The paper "Zero123++: a Single Image to Consistent Multi-view Diffusion Base Model" presents a novel approach to generating 3D-consistent multi-view images from a single input image. It builds upon the existing Zero-1-to-3 model but addresses its limitations, particularly the inconsistency between generated views and the underutilization of Stable Diffusion's capabilities. The core idea is to train a diffusion model to generate a tiled image containing multiple views of the object from different angles, thus modeling the joint distribution of these views.
Here's a breakdown of the key contributions and techniques used:
- Multi-view Generation via Tiling: Instead of generating each view independently, Zero123++ arranges six views in a 3x2 grid within a single image, allowing the model to learn the correlations between different viewpoints and enforce consistency. Fixed absolute elevation angles and relative azimuth angles are used for the novel views to eliminate orientation ambiguity and avoid the need for elevation estimation modules.
- Improved Consistency and Stability through Noise Schedule Modification: The paper argues that Stable Diffusion's original scaled-linear noise schedule hinders the model's ability to adapt to global consistency requirements. It demonstrates that a linear noise schedule, which provides more steps at lower Signal-to-Noise Ratios (SNR), leads to improved consistency in multi-view generation. The paper also points out that the lower resolution used in Zero-1-to-3 can be interpreted as a modification of the noise schedule. The authors leverage the Stable Diffusion 2 v-prediction model because of its robustness to noise schedule changes.
- Enhanced Local Conditioning with Scaled Reference Attention: To better incorporate information from the input image, the paper introduces a scaled version of Reference Attention. This involves feeding the input image (with added noise) through the UNet and using the resulting key and value matrices from the self-attention layers to guide the denoising process. Scaling the reference latent further improves consistency with the input image.

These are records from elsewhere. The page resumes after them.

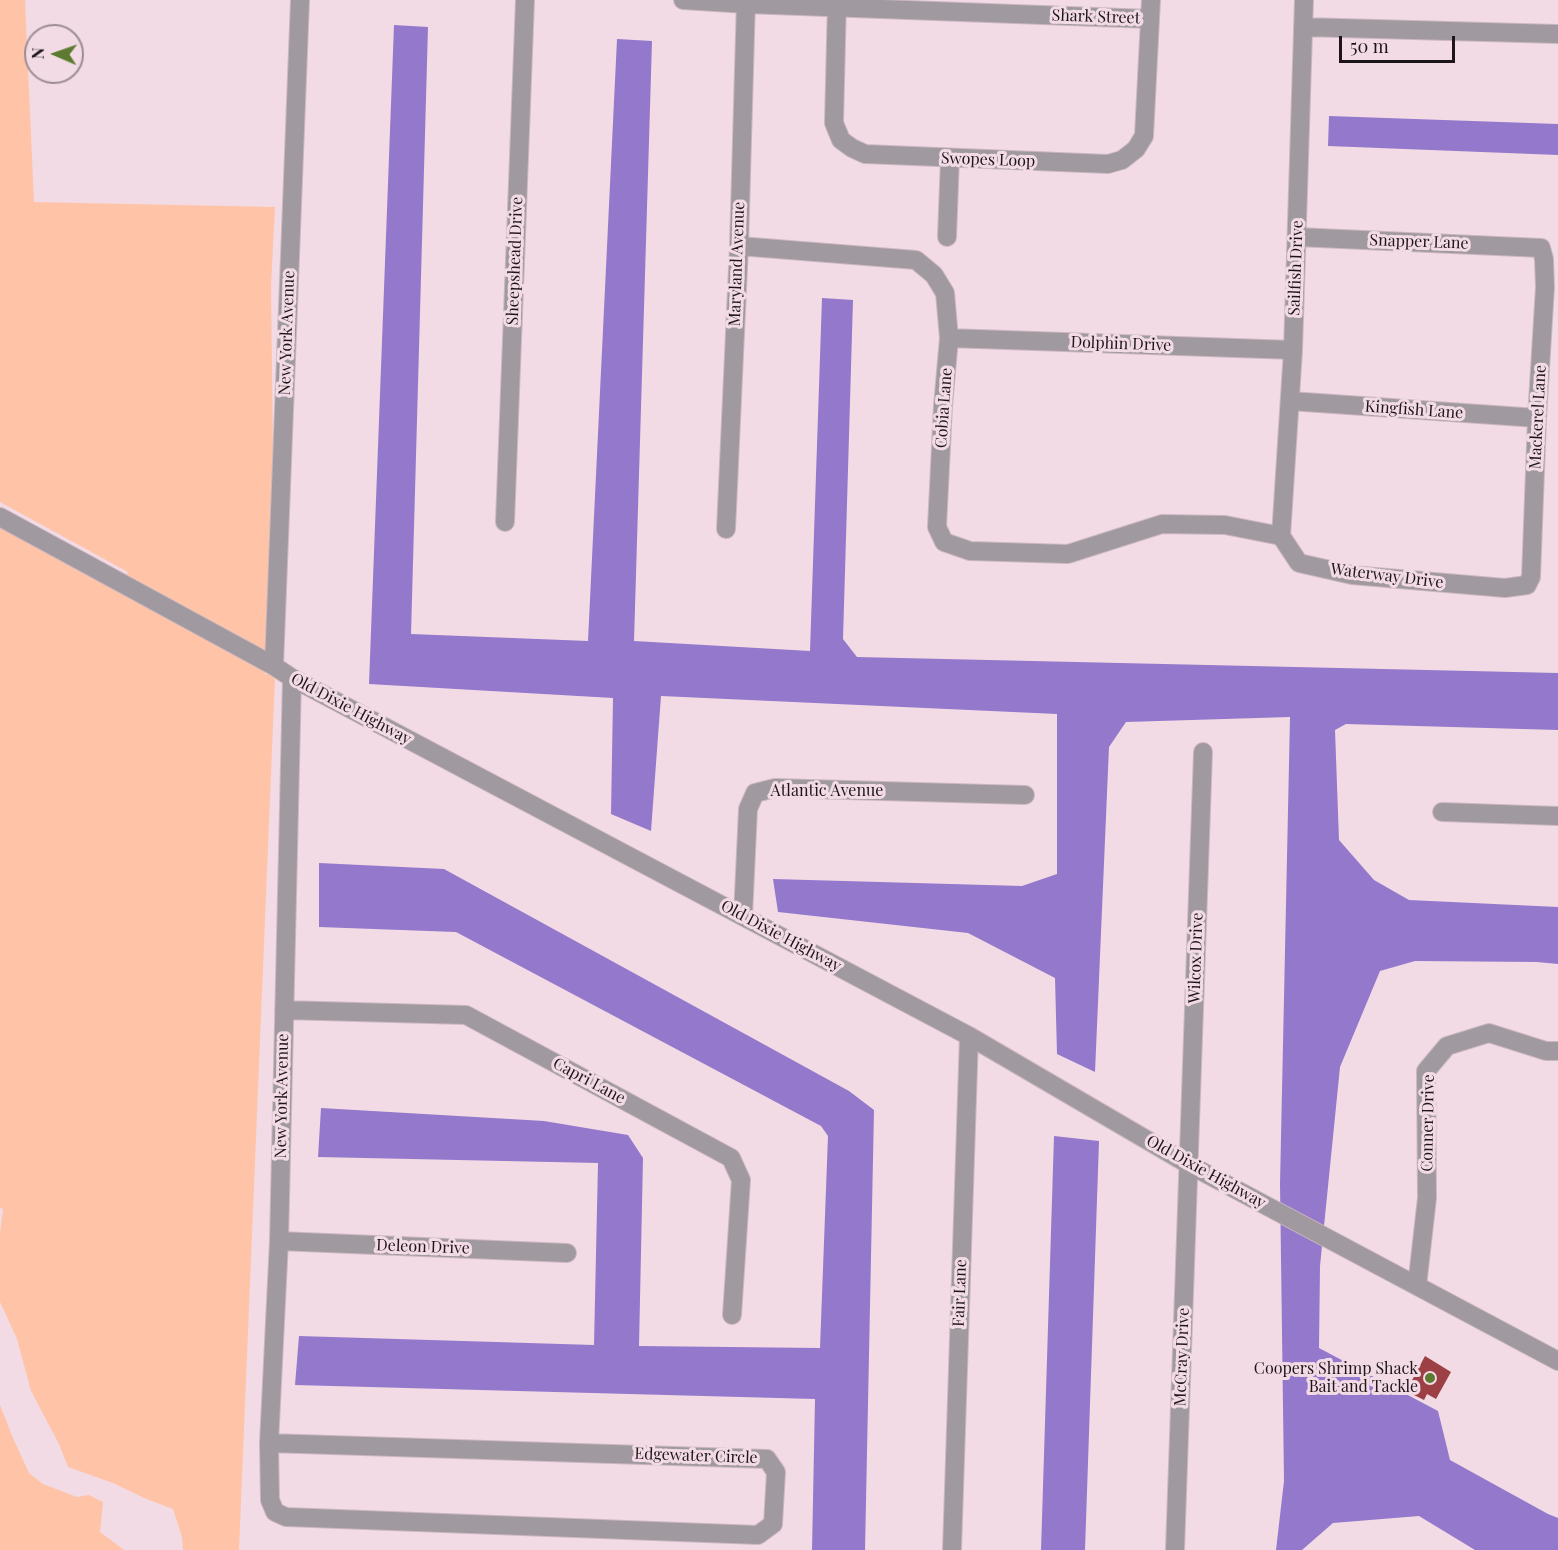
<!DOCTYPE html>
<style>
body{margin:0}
#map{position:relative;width:1558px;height:1550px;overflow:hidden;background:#f2dbe4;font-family:"Playfair Display",serif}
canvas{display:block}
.north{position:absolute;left:24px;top:24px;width:60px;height:60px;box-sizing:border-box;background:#f2dbe4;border:2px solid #9d8c93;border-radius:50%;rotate:272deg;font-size:16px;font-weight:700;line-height:24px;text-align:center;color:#1d1519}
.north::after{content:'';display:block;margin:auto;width:21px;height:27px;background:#5c7a30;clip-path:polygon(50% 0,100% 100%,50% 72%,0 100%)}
.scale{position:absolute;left:1339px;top:36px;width:116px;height:27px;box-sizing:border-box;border:3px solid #1d1519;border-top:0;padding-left:8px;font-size:18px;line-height:21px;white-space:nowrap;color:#1d1519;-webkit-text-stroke:4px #f2dbe4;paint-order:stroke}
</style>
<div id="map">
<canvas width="1558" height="1550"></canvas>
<div class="north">N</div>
<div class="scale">50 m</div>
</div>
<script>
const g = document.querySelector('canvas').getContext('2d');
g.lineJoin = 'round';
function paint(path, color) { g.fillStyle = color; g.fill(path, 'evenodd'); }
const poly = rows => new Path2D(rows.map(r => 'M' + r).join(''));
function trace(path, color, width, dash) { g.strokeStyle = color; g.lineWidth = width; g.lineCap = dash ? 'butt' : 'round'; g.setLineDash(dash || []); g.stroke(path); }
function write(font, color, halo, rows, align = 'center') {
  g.font = font + ' "Playfair Display",serif'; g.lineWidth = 6; g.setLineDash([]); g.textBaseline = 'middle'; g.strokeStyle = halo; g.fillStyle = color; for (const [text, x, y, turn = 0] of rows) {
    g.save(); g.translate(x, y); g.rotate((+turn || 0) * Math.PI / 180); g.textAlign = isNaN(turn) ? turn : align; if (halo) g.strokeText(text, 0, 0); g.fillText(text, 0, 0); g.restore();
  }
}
paint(poly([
 [0,0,25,0,34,202,275,207,271,286,273,452,265,653,126,576,128,572,0,502],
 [0,526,265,671,265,674,271,674,275,677,239,1550,183,1550,182,1537,173,1509,144,1498,113,1483,68,1467,59,1444,31,1391,17,1339,0,1302,0,1233,3,1209,0,1208],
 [0,1405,13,1438,29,1473,43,1484,77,1497,89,1495,103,1502,100,1532,124,1550,0,1550]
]), '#ffc4a7');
paint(poly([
 [394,25,428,27,411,634,588,641,617,39,652,41,634,641,810,651,822,298,853,300,843,639,857,657,1558,673,1558,730,1346,724,1335,730,1339,840,1374,880,1409,900,1558,907,1558,964,1537,962,1415,961,1380,971,1340,1067,1320,1266,1319,1348,1438,1411,1450,1460,1548,1514,1558,1518,1558,1550,1475,1550,1419,1516,1333,1523,1302,1550,1276,1550,1284,1481,1280,1184,1290,717,1126,722,1109,747,1095,1072,1057,1054,1055,978,968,933,778,912,773,879,1022,886,1057,874,1057,714,661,696,651,831,611,814,613,698,369,684],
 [1329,116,1558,124,1558,155,1328,146],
 [319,863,444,869,849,1091,874,1110,865,1550,812,1550,815,1399,295,1385,299,1336,594,1345,598,1163,318,1157,321,1108,544,1121,628,1135,643,1158,639,1346,820,1348,828,1136,821,1126,456,932,319,927],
 [1054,1136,1099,1141,1085,1550,1041,1550]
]), '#9478cc');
paint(poly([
 [1425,1356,1451,1372,1436,1399,1427,1394,1424,1400,1408,1392,1411,1387,1409,1386]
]), '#9d4045');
const minor = poly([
 [683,0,746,4,1150,19],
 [837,0,834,123,841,140,852,148,865,154,1108,164,1122,160,1136,149,1144,136,1151,0],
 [1303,27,1558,34],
 [947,237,950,158],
 [739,246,916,260,934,275,945,293,949,338,943,406,937,527,944,542,970,551,1068,554,1162,524,1225,525,1281,536,1299,563,1352,575,1505,588,1527,585,1531,577,1537,418,1545,287,1544,259,1541,248,1297,237],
 [949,338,1293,350],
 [1290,401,1537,418],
 [0,517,274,666,292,678,969,1036,1188,1164,1558,1361],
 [505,522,525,0],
 [726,529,739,246,746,0],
 [1281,536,1293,350,1304,0],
 [274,666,300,0],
 [1442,812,1558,816],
 [743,916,748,809,755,793,775,788,1025,795],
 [284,1010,466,1015,731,1158,741,1180,732,1315],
 [279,1241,567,1253],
 [1417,1286,1427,1198,1426,1071,1447,1046,1489,1033,1546,1051,1558,1051],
 [269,1443,767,1459,776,1472,773,1524,758,1535,286,1517,275,1512,270,1500,269,1443,279,1241,292,678],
 [952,1550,969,1036],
 [1175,1550,1203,752]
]);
trace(minor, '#ccb7bf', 20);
trace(minor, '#a099a0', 18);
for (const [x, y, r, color] of [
 [1430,1378,6,"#5c7a30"]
]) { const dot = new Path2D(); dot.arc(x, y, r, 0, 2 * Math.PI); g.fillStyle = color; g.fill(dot); trace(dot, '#f2dbe4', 2); }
write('16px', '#1d1519', '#f2dbe4', [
 ["Shark Street",1096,17,2],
 ["Swopes Loop",988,160,2],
 ["Snapper Lane",1419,242,2],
 ["Sheepshead Drive",515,261,-88],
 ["Maryland Avenue",737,264,-88],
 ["Sailfish Drive",1296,268,-88],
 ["New York Avenue",287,333,-88],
 ["Dolphin Drive",1121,344,2],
 ["Cobia Lane",944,408,-86],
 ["Kingfish Lane",1414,410,4],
 ["Mackerel Lane",1538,417,-87],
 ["Waterway Drive",1387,576,7],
 ["Old Dixie Highway",351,709,28],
 ["Atlantic Avenue",827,791],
 ["Old Dixie Highway",781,936,28],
 ["Wilcox Drive",1196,958,-88],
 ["Capri Lane",589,1081,28],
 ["New York Avenue",282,1096,-89],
 ["Conner Drive",1428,1123,-89],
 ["Old Dixie Highway",1206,1172,29],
 ["Deleon Drive",423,1247,2],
 ["Fair Lane",960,1293,-88],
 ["McCray Drive",1182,1357,-88],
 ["Edgewater Circle",696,1456,2]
]);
write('16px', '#1d1519', '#f2dbe4', [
 ["Coopers Shrimp Shack",1418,1369],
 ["Bait and Tackle",1418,1387]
], 'right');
</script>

- Global Conditioning with FlexDiffuse: The paper employs a trainable variant of FlexDiffuse to integrate global image conditioning into the model. By leveraging the alignment between CLIP image and text spaces, the CLIP image embedding is incorporated into the original prompt embeddings (even if the prompt is empty), enabling the model to infer the global semantics of the object, especially for unseen regions.

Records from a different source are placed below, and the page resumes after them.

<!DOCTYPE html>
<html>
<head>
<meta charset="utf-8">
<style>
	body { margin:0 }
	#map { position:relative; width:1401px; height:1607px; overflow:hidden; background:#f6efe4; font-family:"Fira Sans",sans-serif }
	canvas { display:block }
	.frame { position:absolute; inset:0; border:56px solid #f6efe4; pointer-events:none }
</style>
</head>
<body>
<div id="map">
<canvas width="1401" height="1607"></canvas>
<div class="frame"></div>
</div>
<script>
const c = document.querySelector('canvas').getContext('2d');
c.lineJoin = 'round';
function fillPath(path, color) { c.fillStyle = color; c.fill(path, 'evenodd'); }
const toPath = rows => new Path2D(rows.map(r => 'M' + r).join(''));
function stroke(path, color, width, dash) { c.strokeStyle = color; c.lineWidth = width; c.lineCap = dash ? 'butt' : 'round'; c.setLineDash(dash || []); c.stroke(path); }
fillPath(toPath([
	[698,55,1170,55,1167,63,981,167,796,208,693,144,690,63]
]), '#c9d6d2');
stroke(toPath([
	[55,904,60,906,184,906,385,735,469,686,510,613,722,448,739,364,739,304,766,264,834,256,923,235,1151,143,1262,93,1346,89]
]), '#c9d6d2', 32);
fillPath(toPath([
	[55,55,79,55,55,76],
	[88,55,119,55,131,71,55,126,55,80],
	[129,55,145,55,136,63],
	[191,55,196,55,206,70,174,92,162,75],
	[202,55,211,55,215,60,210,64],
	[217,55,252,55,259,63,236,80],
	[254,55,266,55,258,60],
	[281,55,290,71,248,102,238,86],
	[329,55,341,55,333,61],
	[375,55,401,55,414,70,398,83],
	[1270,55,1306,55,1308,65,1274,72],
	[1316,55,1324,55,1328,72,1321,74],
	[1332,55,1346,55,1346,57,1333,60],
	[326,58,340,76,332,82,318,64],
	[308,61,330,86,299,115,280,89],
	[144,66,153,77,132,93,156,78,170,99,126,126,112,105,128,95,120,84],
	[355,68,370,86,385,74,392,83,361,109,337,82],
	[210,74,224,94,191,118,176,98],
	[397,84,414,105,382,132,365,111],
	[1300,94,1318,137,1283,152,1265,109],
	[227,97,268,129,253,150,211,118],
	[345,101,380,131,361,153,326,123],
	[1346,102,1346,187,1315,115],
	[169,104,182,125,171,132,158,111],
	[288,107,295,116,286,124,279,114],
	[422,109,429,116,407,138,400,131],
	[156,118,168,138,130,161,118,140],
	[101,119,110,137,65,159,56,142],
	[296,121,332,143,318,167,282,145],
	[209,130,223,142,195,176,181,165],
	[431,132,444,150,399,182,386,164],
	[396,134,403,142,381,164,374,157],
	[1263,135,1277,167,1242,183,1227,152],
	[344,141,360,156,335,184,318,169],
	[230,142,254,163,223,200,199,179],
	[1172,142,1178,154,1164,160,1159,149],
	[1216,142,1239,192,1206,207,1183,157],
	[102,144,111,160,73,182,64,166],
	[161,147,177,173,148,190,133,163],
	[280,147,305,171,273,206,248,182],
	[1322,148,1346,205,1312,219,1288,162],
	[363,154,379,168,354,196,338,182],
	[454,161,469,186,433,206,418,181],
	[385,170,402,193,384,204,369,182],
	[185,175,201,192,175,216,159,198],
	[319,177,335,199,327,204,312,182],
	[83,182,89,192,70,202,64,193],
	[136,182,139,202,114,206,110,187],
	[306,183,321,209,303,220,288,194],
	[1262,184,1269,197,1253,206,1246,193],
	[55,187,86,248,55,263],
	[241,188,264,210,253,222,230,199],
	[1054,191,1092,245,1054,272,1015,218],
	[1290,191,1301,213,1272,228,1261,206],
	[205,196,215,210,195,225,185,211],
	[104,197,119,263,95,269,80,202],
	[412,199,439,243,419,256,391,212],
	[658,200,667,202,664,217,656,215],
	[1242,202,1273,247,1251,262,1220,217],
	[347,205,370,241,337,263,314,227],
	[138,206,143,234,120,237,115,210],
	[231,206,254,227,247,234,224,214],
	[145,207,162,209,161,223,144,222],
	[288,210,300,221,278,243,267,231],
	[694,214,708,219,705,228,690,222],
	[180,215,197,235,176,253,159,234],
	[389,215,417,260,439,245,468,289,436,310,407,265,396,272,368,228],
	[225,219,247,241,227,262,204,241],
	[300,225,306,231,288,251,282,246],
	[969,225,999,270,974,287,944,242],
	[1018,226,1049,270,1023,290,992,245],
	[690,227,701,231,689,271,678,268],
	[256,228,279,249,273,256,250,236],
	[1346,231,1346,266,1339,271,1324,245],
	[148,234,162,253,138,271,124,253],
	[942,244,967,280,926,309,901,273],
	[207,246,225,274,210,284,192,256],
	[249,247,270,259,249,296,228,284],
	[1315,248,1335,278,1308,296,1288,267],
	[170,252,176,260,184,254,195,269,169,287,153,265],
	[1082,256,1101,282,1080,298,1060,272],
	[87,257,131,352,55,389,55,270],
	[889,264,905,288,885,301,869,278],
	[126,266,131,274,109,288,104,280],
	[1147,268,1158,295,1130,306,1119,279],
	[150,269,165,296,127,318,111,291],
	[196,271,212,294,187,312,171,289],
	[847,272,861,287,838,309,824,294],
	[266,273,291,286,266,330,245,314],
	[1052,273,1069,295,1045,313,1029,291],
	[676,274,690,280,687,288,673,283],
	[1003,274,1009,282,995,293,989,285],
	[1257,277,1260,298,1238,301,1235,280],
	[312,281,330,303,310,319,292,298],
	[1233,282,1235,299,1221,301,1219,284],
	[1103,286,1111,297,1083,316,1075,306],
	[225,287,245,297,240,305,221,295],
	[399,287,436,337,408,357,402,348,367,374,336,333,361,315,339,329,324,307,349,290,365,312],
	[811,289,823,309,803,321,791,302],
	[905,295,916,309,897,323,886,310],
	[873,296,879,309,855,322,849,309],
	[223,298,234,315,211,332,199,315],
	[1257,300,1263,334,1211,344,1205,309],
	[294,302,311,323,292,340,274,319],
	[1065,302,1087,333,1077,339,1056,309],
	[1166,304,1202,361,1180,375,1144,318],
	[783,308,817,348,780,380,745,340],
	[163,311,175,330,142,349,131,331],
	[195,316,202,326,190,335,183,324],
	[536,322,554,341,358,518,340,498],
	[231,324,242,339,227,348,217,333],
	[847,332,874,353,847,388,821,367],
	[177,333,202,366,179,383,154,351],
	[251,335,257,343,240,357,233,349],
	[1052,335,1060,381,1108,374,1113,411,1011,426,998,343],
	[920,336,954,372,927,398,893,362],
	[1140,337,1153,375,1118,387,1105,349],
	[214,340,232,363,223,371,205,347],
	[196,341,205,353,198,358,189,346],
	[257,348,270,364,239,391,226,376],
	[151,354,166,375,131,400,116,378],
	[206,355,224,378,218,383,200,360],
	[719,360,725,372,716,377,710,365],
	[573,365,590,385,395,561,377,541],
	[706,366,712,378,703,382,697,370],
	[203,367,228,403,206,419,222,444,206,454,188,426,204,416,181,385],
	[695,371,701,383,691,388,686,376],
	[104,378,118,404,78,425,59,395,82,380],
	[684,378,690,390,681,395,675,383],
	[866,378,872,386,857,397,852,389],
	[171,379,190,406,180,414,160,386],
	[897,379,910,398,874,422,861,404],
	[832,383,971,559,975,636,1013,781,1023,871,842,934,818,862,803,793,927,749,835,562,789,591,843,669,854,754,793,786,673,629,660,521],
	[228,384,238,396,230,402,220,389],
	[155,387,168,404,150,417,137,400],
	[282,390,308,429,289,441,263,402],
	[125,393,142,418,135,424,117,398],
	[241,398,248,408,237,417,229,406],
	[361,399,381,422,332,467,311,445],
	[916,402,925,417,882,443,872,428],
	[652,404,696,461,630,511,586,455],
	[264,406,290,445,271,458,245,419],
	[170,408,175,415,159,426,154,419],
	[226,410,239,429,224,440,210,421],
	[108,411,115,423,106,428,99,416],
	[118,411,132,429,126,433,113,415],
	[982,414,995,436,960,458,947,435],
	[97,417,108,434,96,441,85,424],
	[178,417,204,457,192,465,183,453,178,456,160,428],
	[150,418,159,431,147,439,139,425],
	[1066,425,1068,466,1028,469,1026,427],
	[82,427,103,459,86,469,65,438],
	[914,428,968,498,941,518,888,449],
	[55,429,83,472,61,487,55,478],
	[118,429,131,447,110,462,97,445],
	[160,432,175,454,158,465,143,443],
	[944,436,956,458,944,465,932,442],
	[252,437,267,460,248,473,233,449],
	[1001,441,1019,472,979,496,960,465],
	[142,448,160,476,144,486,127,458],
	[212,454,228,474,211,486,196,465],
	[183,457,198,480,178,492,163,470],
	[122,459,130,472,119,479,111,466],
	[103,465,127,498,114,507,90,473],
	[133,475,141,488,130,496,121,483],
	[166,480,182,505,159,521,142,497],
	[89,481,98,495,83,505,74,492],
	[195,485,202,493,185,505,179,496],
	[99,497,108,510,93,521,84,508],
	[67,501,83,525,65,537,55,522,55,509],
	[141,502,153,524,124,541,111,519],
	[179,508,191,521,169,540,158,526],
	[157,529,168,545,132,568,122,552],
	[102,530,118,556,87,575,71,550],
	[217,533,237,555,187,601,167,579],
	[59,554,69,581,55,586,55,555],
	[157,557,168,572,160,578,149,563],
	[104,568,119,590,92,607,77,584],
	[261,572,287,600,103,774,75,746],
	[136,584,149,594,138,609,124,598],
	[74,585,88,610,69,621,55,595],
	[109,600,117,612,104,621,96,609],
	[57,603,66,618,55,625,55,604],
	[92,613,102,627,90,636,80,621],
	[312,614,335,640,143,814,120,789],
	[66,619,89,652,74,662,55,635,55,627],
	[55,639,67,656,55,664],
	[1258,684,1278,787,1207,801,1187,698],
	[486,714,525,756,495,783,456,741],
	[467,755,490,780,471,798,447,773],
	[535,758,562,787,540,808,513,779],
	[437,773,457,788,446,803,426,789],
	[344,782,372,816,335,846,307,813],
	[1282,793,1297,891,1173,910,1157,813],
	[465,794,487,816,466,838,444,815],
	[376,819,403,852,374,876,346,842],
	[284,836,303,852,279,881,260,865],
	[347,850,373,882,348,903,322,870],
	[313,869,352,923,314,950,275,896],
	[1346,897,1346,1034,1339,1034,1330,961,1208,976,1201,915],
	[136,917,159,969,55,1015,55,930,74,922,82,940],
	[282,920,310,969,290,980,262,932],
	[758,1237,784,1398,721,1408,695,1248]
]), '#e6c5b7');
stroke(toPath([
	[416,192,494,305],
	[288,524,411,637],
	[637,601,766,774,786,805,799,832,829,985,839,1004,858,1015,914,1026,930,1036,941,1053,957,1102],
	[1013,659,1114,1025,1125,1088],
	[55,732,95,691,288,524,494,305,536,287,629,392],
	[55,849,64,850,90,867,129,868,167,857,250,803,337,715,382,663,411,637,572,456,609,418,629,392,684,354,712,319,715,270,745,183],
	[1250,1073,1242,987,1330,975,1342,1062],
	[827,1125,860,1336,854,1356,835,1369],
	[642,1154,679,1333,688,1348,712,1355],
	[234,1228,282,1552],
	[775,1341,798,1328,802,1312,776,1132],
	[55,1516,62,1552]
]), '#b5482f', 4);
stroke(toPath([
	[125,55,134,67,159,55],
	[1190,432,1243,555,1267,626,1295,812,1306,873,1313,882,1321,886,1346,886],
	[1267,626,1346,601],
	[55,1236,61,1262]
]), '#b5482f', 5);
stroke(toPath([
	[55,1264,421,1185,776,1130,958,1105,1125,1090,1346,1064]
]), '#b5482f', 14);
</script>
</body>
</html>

- Training Strategy: The model is trained on the Objaverse dataset using a phased training schedule, initially focusing on the self-attention layers and KV matrices of cross-attention, and then fine-tuning the full UNet with a very conservative learning rate. Min-SNR weighting is used to improve training efficiency.
- Depth ControlNet Integration: The paper also demonstrates the feasibility of training a ControlNet on Zero123++ to enable enhanced control over the generation process via depth maps.
The paper presents both qualitative and quantitative results that demonstrate the superiority of Zero123++ over existing methods like Zero-1-to-3 and SyncDreamer in terms of multi-view consistency and image quality. It also shows the model's ability to generalize to out-of-domain images, such as AI-generated and 2D illustrations. The text-to-multi-view results, using SDXL to generate the initial image, are also impressive compared to MVDream and Zero-1-to-3 XL.
Finally, the paper outlines potential future work, including the use of a two-stage generate-refine pipeline (leveraging an epsilon-parameterized model for refinement), scaling up training to larger datasets like Objaverse-XL, and exploring the use of Zero123++ for mesh reconstruction.